Recent controversies involving South Carolina’s underfunded state pension fund offer some instructive lessons for individuals.

Many states, like many people, have poorly funded retirement plans, but South Carolina’s has caught some attention for trying to narrow the funding gap by putting more money into high-risk, high-expense investments.

And lately, there’s been controversy about a perceived lack of disclosure about what those investments are, and just what money managers are charging the state.

In a recent Post and Courier report, the state treasurer said alternative investment managers charged the state $344 million last year, but a member of the state commission overseeing the retirement system put the figure at $239 million.

While a New York Times story about “South Carolina’s Push Into High-Octane Investments” focused on a Lamborghini-driving fund manager, the way fund overseers were wined and dined at New York clubs and so on (dinner with a centerfold model?), I’m going to focus on what average folks can learn from this.

Lesson No. 1: Know what you’re being charged by institutions that handle or manage your money.

While it seems stunning that there’s a $105 million gap between the figures offered by different state officials as to the fees charged by high-risk fund managers, I’m sure that many individuals don’t exactly know the fees they are being charged to handle their money.

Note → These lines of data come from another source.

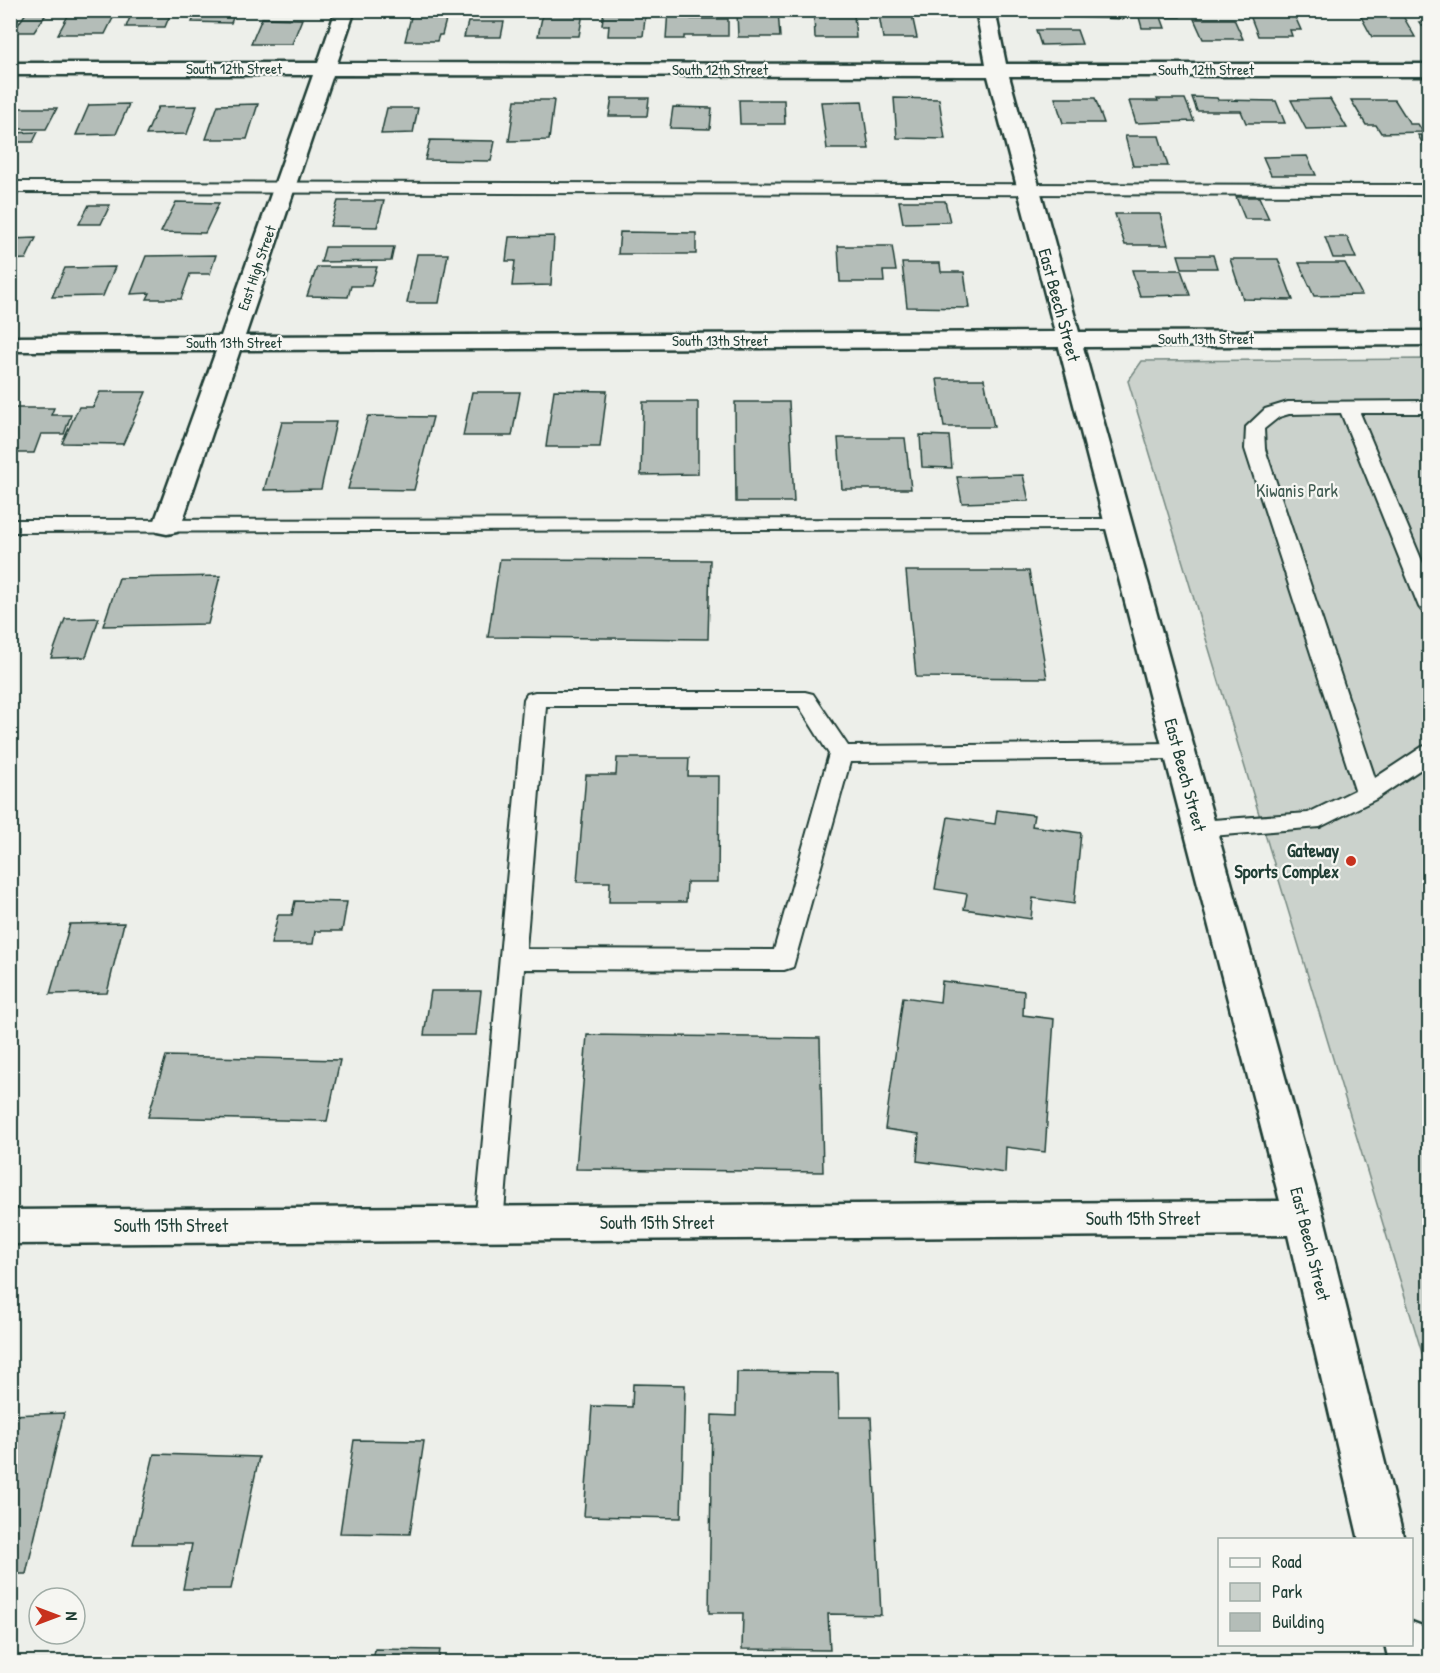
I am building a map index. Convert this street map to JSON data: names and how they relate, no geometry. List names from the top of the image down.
{
  "streets": {
    "street": [
      "South 12th Street",
      "East High Street",
      "East Beech Street",
      "South 13th Street",
      "South 15th Street"
    ]
  },
  "crossings": [
    ["South 12th Street", "East High Street"],
    ["South 12th Street", "East Beech Street"],
    ["East High Street", "South 13th Street"],
    ["East Beech Street", "South 13th Street"],
    ["East Beech Street", "South 15th Street"]
  ],
  "parks": ["Kiwanis Park"],
  "places": ["Gateway Sports Complex"],
  "legend": ["Road", "Park", "Building"],
  "north": "right"
}
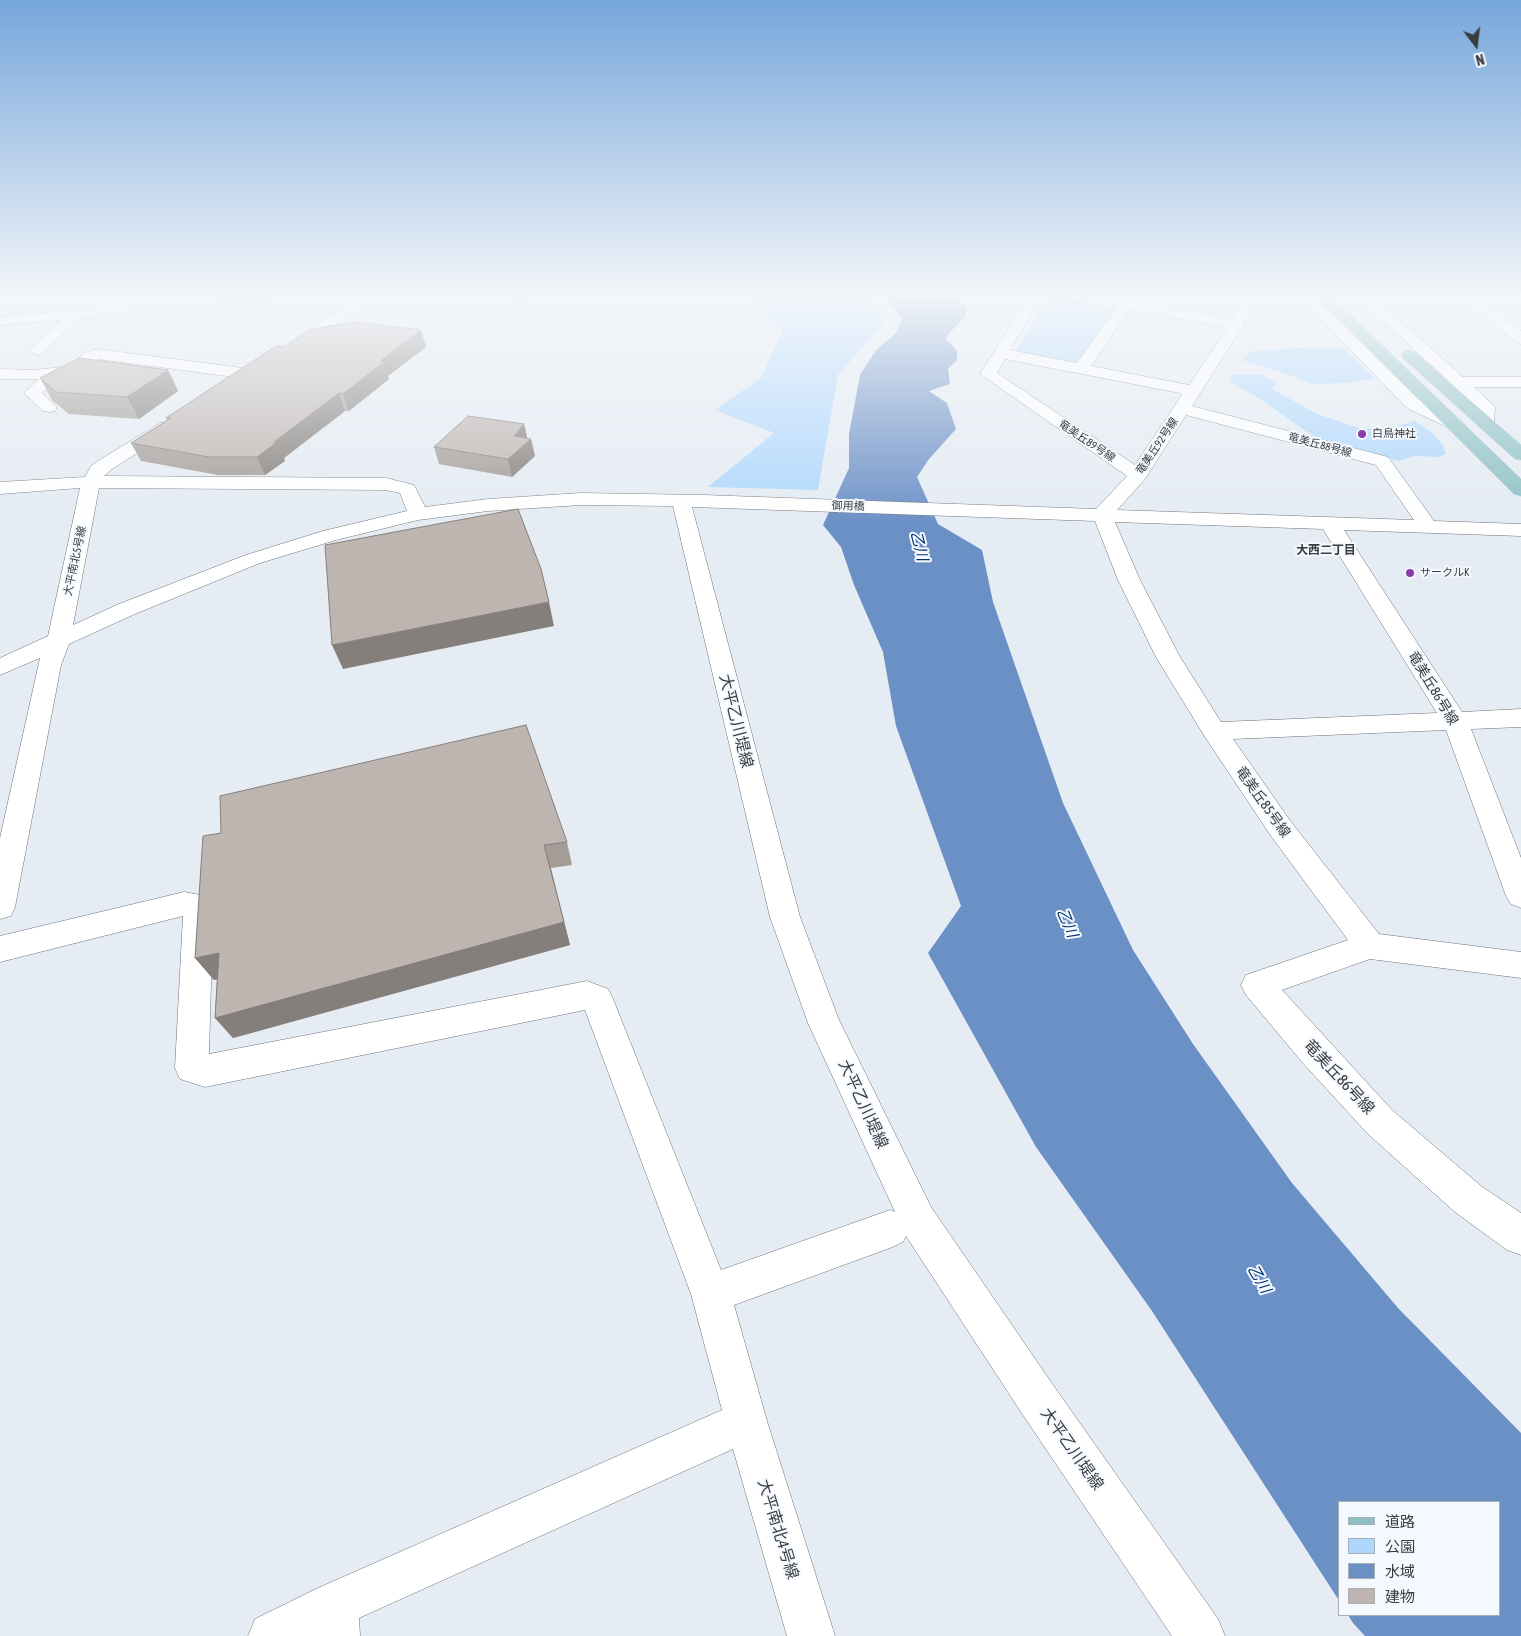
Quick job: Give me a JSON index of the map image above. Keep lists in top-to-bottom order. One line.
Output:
{"streets":{"street":["竜美丘89号線","竜美丘88号線","竜美丘92号線","御用橋","大平南北5号線","竜美丘86号線","大平乙川堤線","竜美丘85号線","大平南北4号線"]},"crossings":[["竜美丘89号線","竜美丘92号線"],["竜美丘88号線","竜美丘92号線"],["竜美丘88号線","御用橋"],["竜美丘92号線","御用橋"],["竜美丘92号線","竜美丘85号線"],["御用橋","大平南北5号線"],["御用橋","竜美丘86号線"],["御用橋","大平乙川堤線"],["御用橋","竜美丘85号線"],["竜美丘86号線","竜美丘85号線"]],"districts":["大西二丁目"],"water":["乙川"],"places":["白鳥神社","サークルK"],"legend":["道路","公園","水域","建物"],"north":"bottom"}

That can be true for investments such as retirement mutual funds, but also for more mundane services such as having a checking account.

A plain-vanilla mutual fund that tracks stock and bond market indexes can carry annual investment expenses below one quarter of one percent. But some funds can hit investors for a full percentage every year, and that can really add up over time.

With banks and credit union checking accounts, debit cards and credit cards, some charge high fees and expenses for basic services. Others charge little. If you don’t know what you’re being charged, there’s a good chance you’re paying too much.

Lesson No. 2: Unrealistic expectations can lead to big financial problems.

South Carolina’s pension fund is greatly underfunded. One reason for the big gap is that the state, year after year, assumed it could earn an 8 percent return on the pension fund despite evidence to the contrary. Those assumptions led to pay raises for retirees, which further depleted the fund.

The takeaway for individual investors is long-term savings plans for things such as college costs or retirement have to be adjusted to reflect what’s really happening. If investment funds or interest-bearing accounts aren’t delivering what you expected, you’re going to have to save more or deal with having less to spend.

Or, you could try to bridge the gap by taking bigger risks, which leads us to …

Lesson 3: Following the crowd can lead you over a cliff.

Remember when real estate and mortgage-backed securities were can’t-lose investments in the mid-2000s? How about Internet stocks in the late 1990s? Japanese stocks in the 1980s? Gold in the 1970s? Tulip bulbs in the 1630s?

The investment world veers from bubble to bubble, as naive investors follow, waving money. Many studies have found that individual investors have a terrible habit of buying popular investments at the top of the market and selling them at the bottom.

Jumping in out of greed, jumping out due to fear and losing big in the process is partially human nature. When other people seem to be making big money doing something, others will say, “Hey, why aren’t we doing that, too?”

But unless you’re a sophisticated investor with money to risk, keep it simple. There are plenty of solid, low-cost, long-term investment funds available; the kind where you pick the year you plan to retire or pay for college, and the fund shifts toward more cautious investments as that date nears.

Trying to make up for disappointing investment returns by taking bigger and bigger risks can lead to big losses, not unlike doubling down at a casino table.